Ama ben baktım ki kendime değer vermediğim zaman çevreme de aslında düşündüğüm kadar değer vermiyorum. Tabii ki bunu fark etmek çok kolay olmadı ve kendime değer vermeyi öğreniyorum arkadaşlar. Hala çabalıyorum, bugün söylediğim her şey üzerine hala çabalıyorum. Hala %100 öğrenmiş değilim. Ve buna ek olarak şunu da söyleyebilirim. Kendinize verdiğiniz değerlerin, kendinize önce ben dediğiniz değerlerin bencilik olmadığını anlamak gerekiyor başta. Çünkü bencilikle kendine ya da çevrene verdiğin değer başka bir şey. Ben deyip herkesi yok saymak, ben deyip herkesi silmek değil, ben de varım diyebilmeyi öğrenmek. Benim de fikrim var, ben de anlatabilirim diyebilmeyi öğrenmek çok önemli. Ben bunu üniversitede öğrendim. Üniversiteye gidene kadar ben de varım diyemedim. Çünkü büyüdüğüm evde biraz biz böyle geniş bir aileydik, amcalar, halalar hep beraber aynı apartmanda büyüdük. Dolayısıyla zaten aile o kadar zeki ki bizim, ben aralarındaki en salak zannettiğim, kendimi gerçekten çok salak zannediyordum. Çünkü çok canım kuzenlerim ve abim gerçekten zekilerdi. Ben onlara göre daha geç öğrenen, daha geç yapan, daha geri planda kalan biri olduğum için kendime verdiğim değer çok daha gerideydi. Bunları yıllar sonra fark ettim arkadaşlar. Orada bunu fark edip üzülüp ağlayıp isyan eden bir çocuk da değil. Dolayısıyla kendime değer vermeyi de öğrendim, çok uzattım bir kısmı. Ve bunun için yaptığım ilk şey de yapabilirim. Ben de deneyebilirim, ben de varım, ben de söyleyebilirim. Ama kimseyi üzmeden, ama kimseyi kırmadan, ama kimseyi incitmeden kendi sınırlarımda kendi varlığımı kabul ederek işe başladım. Kendi ayaklar üzerinde durmayı öğrendim. Yine 18 yaşımdan sonra öğrendim bunları. Biraz önce de söyleyeyim gibi aslında ben çok korumacı büyüyen bir çocuktum. Ve hani annem babam kırkımda zatürü olmuşum, kırkım çıkmadan zatürü olmuşum.

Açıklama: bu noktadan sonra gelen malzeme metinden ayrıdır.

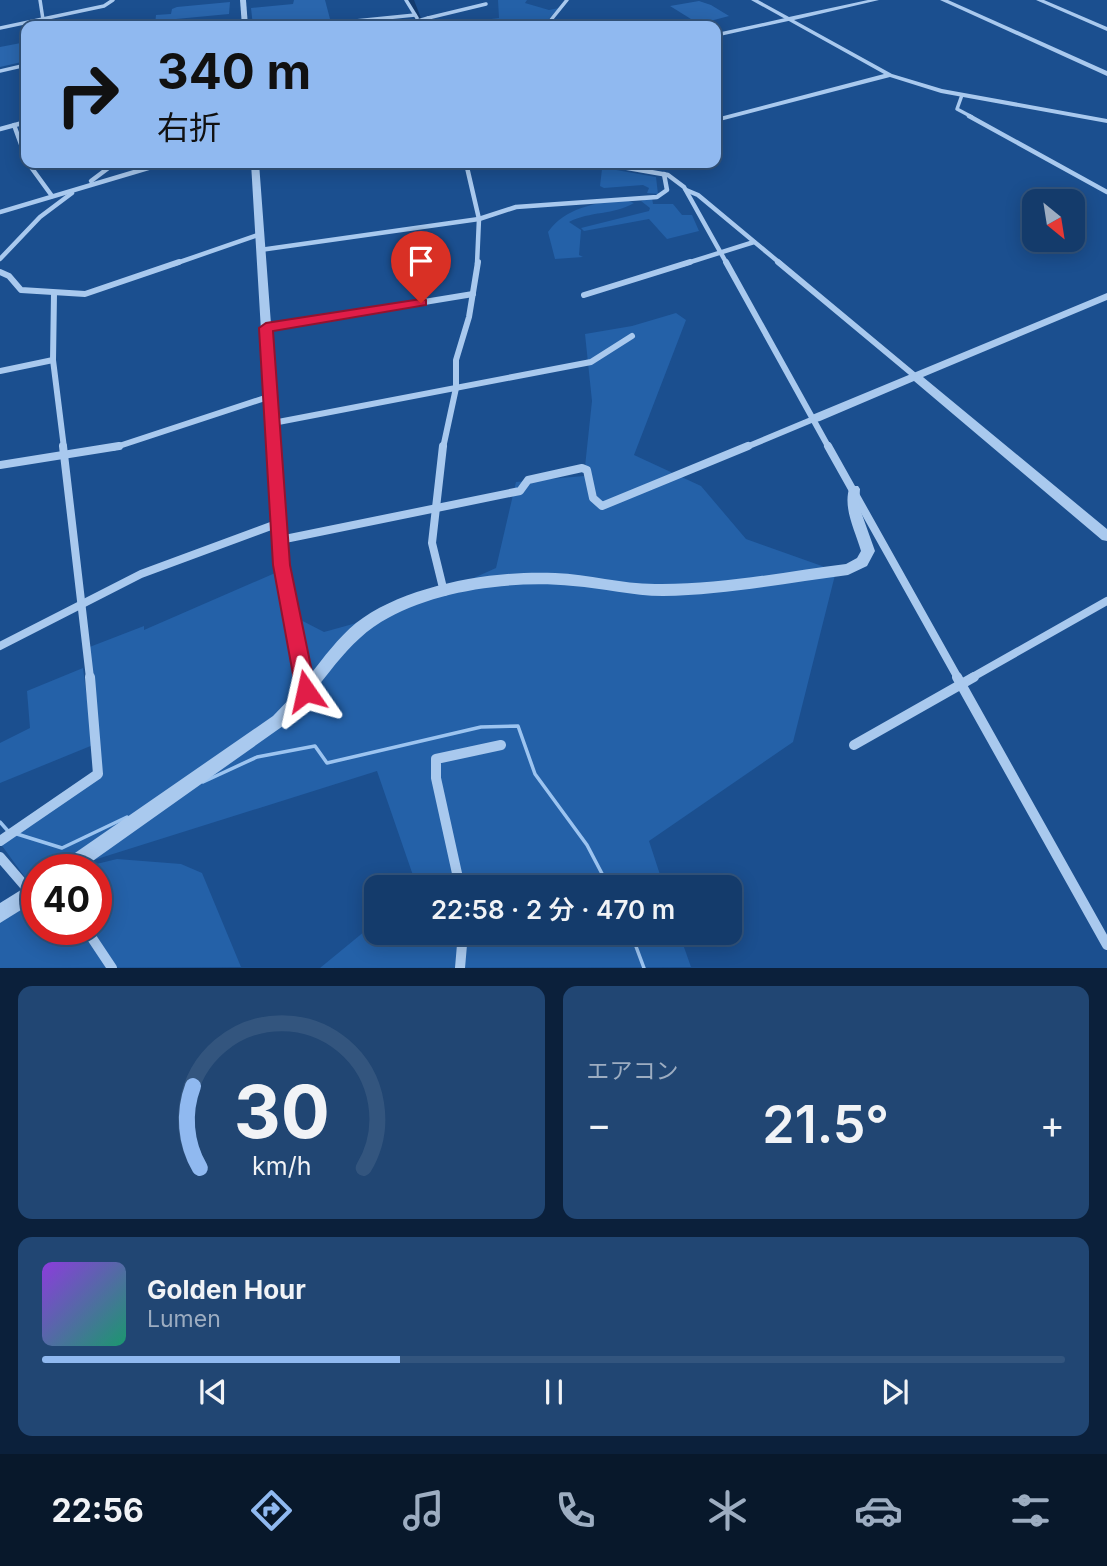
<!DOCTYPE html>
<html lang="ja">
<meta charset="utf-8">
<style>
:root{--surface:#143b6b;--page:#214673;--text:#f1f3f6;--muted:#9dadc1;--line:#33557e;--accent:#90b9f0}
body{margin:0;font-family:Inter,"Noto Sans JP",sans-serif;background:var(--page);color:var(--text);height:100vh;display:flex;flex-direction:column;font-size:26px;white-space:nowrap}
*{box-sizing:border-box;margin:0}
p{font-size:23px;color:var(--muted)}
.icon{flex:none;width:38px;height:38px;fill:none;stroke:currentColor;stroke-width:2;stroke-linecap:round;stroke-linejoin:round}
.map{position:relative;height:968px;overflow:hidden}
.drawer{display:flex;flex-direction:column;gap:18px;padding:18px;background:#0b203b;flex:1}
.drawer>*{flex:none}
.top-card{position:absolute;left:21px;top:21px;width:700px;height:147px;border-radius:14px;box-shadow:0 4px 18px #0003,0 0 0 2px var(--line);background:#90b9f0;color:#111;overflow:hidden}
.needle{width:46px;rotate:150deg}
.buttons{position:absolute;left:1022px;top:189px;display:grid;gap:14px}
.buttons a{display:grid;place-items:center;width:63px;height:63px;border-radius:14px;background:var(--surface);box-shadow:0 4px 18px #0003,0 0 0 2px var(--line);font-size:35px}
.speed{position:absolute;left:21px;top:854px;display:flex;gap:14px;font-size:35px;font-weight:700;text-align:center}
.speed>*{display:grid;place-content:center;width:91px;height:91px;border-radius:50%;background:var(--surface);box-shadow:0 4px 18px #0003,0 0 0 2px var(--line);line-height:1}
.speed .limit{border:10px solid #d22;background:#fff;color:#111}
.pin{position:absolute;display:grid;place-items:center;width:60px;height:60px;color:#fff;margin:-72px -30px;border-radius:50% 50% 50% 0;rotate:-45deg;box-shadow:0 0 7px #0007}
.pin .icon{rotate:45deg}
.me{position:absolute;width:77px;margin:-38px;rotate:349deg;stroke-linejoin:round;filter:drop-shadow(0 0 5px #0008)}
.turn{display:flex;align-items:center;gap:24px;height:147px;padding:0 21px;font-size:32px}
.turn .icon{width:91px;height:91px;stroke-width:2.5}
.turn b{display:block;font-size:49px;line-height:60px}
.big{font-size:52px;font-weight:600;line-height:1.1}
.drawer .tile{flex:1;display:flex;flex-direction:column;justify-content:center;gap:10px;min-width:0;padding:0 24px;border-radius:14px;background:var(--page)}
.drawer .dial{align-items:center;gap:0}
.dial svg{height:182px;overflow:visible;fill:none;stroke:var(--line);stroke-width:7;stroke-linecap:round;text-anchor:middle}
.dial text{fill:var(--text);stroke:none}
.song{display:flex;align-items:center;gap:21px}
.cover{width:84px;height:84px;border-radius:10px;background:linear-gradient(135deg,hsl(270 70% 55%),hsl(160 70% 35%))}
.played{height:7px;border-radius:4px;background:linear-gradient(90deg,var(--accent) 35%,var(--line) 35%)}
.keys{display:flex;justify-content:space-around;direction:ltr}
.heat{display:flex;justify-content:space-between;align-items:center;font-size:38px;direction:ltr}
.drawer .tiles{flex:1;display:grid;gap:18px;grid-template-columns:1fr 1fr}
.tile:last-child{grid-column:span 2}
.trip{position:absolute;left:364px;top:875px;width:378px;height:70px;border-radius:14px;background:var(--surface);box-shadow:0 4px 18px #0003,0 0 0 2px var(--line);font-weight:600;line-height:70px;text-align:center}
.tab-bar{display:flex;height:112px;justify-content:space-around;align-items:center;background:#08182b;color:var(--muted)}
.tab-bar .icon{width:49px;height:49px}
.tab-bar .selected{color:var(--accent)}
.tab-bar b{font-size:32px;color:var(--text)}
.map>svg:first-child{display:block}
.green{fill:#2461a8}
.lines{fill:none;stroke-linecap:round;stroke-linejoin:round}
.stream{stroke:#9cc4f0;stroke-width:3.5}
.river{fill:#123a6d;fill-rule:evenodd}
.building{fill:#2a66ad}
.minor-far4{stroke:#a9c9ee;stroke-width:3.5}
.minor-far3{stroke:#a9c9ee;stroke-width:4.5}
.minor-far2{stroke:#a9c9ee;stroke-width:6}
.minor-far1{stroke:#a9c9ee;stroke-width:8}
.minor{stroke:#a9c9ee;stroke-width:10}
.tertiary{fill:#a9c9ee;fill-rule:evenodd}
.route{fill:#e11d48;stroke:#92132f;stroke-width:2}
</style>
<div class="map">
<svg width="1107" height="968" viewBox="0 0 1107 968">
<rect width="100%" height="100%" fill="#1b4f8f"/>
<g class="green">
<polygon points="498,0 527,0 525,3 549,10 559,8 542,26 438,26 499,18"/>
<polygon points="605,168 656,177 658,194 647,193 649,188 643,185 604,188 600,186 602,169"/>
<polygon points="652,198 653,204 673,204 682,215 692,215 699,231 667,239 649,219 584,231 581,228 649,211 650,208 641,201"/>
<path d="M623 199 634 203C614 215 590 211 569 222L581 230 579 255 583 257 555 259 548 232C566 207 594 204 623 199Z"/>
<polygon points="676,313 686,320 634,455 701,486 746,539 836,571 793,742 649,841 664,887 417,887 377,771 62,870 37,870 37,884 32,887 0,843 101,774 87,648 144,626 144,630 282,570 289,614 324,632 400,611 496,568 516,482 584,476 592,401 585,334 632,326"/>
<polygon points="83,668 93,745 0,783 0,743 30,728 27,691"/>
<polygon points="117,859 181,864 202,873 241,967 0,968 0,920 37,892 37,929 96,929 96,870 72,870"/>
<polygon points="376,922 376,933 679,933 691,967 320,968"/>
</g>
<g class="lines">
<g class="stream">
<polyline points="203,782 257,757 315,746 327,763 481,727 518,726 535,774 587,845 609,887"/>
<polyline points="0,822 8,831"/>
<polyline points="17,834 62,848 127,817"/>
<polyline points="631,933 644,968"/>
</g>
<polygon class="river" points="406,0 414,0 422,21 416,21"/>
</g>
<g class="building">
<polygon points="294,0 325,0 330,19 291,26 253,26 251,8 293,4"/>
<polygon points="699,1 711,5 729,16 699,24 670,6"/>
<polygon points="230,2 229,14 176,19 175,23 155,25 156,15 171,14 172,9 177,7"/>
<polygon points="26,42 26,61 0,67 0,47"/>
</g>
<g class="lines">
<g class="minor-far4">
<polyline points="40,0 44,26"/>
<polyline points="406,0 417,18"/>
<polyline points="428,18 486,4"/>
<polyline points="305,26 415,15"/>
<polyline points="401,26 428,18 433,26"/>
<polyline points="546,26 567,0"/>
<polyline points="0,28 104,6 113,0"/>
<polyline points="716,35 789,19"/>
<polyline points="0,71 26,65"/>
<polyline points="962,95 957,109 972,117"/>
</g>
<g class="minor-far3">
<polyline points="969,116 1107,192"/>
<polyline points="14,125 26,158"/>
<polyline points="0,129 26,122"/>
<polyline points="28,163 52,196"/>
<polyline points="466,163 479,219 477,264"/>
<polyline points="599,163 668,175 684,187 727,264"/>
<polyline points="91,181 115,163"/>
<polyline points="686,190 698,195 781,264"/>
<polyline points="0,212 165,163"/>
<polyline points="260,250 479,219 516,207 657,197 667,190 664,174"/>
<polyline points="0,259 40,217 72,193"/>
<polyline points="174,264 258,235"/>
<polyline points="684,264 754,242"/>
</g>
<g class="minor-far2">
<polyline points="726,262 829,448"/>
<polyline points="778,262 915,376"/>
<polyline points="0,272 9,276 21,290 85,294 179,262"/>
<polyline points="54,294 53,360 64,448"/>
<polyline points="584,295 690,262"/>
<polyline points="266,328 473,294"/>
<polyline points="0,371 53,360"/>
<polyline points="273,423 591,362 632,336"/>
<polyline points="113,448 271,396"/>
<polyline points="443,448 456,388 456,360 469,317 478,262"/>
<polyline points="744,448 816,418"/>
</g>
<g class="minor-far1">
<polyline points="63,446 90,678"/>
<polyline points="443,446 432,543 444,592"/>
<polyline points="828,446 958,678"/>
<polyline points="0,465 119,446"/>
<polyline points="280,540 520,491 528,480 582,468 587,470 593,498 602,506 748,446"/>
<polyline points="0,646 141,574 279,523"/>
<polyline points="971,678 1107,601"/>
</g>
<g class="minor">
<polyline points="957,677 1107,945"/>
<polyline points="854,745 974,677"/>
<polyline points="0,841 98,774 90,677"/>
<polyline points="0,857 31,893"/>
<polyline points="460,887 436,778 436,759 501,745"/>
<polyline points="86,929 112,968"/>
<polyline points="460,968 463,933"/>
</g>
<g class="tertiary">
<polygon points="240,0 246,0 248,26 242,26"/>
<polygon points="751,0 758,0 789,17 868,0 879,0 794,20 892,74 942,89 1107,119 1107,123 941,93 890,77 716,122 716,118 884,74"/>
<polygon points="940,0 948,0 1107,71 1107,76"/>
<polygon points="1036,0 1044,0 1107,27 1107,31"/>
<path d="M251 163H259L289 566 310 675C324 657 338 638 356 623 405 585 493 570 555 573 589 574 621 584 655 584 719 585 783 572 846 564L857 558 861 551C855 530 842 507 850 486H858L860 489 859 506 875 551 867 566 848 575C786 583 725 595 663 596 632 596 603 588 573 586 513 580 433 590 381 622 340 647 318 694 283 726L80 870H56L59 864 273 716 298 690 275 566Z"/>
<polygon points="1107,293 1107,300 923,377 1107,529 1107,541 1102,540 914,381 820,421 816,422 810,418 812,415"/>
<polygon points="37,880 37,900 0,923 0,903"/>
</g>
</g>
<polygon class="route" points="421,299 426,300 426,305 273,331 290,565 316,691 313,697 306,700 299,697 296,691 273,565 259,328 266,323"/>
</svg>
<div class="buttons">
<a><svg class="needle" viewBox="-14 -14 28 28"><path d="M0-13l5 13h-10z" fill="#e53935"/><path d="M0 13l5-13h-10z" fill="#9dadc1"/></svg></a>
</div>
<div class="speed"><div class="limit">40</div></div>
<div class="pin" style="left:421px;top:303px;background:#d93025"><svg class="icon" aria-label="arrive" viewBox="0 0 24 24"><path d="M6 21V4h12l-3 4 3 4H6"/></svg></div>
<svg class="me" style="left:306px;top:691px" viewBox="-20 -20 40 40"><path d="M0-17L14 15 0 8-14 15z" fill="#e11d48" stroke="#fff" stroke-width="4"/></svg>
<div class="trip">22:58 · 2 分 · 470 m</div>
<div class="top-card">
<div class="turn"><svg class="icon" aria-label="right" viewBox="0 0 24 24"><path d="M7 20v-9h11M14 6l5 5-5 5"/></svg><div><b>340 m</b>右折</div></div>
</div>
</div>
<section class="drawer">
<div class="tiles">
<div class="tile dial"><svg viewBox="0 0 100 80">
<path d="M14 69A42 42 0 1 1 86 69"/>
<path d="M14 69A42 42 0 0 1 11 33" stroke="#90b9f0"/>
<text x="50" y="56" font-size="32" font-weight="700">30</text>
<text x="50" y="72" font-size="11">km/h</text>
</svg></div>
<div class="tile"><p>エアコン</p>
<div class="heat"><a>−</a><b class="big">21.5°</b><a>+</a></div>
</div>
<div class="tile">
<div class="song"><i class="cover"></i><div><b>Golden Hour</b><p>Lumen</p></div></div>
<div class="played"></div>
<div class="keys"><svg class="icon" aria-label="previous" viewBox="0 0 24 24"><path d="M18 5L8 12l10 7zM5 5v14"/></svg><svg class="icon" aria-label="pause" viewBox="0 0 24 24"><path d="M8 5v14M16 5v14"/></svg><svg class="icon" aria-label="next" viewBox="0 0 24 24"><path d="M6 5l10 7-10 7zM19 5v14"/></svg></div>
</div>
</div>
</section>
<nav class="tab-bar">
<b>22:56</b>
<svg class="icon selected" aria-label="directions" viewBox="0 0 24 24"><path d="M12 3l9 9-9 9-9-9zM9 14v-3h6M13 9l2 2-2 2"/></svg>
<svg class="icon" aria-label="music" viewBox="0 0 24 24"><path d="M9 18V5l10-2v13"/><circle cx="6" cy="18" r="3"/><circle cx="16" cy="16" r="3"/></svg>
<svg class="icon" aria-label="phone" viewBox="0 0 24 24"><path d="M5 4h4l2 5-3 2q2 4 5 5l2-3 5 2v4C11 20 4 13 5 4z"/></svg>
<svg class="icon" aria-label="climate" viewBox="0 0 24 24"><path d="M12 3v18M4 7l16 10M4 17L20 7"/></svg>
<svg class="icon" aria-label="car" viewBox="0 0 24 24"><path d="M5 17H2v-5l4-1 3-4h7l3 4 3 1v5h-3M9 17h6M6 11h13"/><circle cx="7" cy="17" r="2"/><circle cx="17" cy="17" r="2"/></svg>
<svg class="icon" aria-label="filters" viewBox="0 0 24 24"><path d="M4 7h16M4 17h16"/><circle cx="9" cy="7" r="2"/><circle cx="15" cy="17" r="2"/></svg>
</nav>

Tabii 10’lu yaşlarıma kadar bunun eziyetini çektim. Çünkü aman terlemişsin, aman koşmasın, aman oynamasın. Dolayısıyla da kendi başınıza bir şey yapamamaya başlıyorsunuz. Anne baba çok korumacı olunca. Yine söylüyorum bu bir hata değil, çok seviyorum onları. Beni yaşatabilmek için yaptıkları bir şeydi. Tabii oradan öğrendiğiniz kalıplar yine sizi başka bir şehre tek başınıza yaşamaya gittiğinizi zorluyor. Yani anne babadan ayrı geçirdiğim bir gecem yok. 18 yaşına kadar. Arkadaşlarımda gidip kalmışlığım yok. Genelde onlar gelir bizde kalırdı. Öyle bir yerden hiç tanımadığınız bir şehre, hiç tanımadığınız insanların içerisine girip tek başınıza yaşam sürebilmek zor. Ama çok şey öğretiyor. Kadının da erkeğinde tek başına ayaklarının üstünde başka şehirde ailesi yokken yaşayabilmesi önemli.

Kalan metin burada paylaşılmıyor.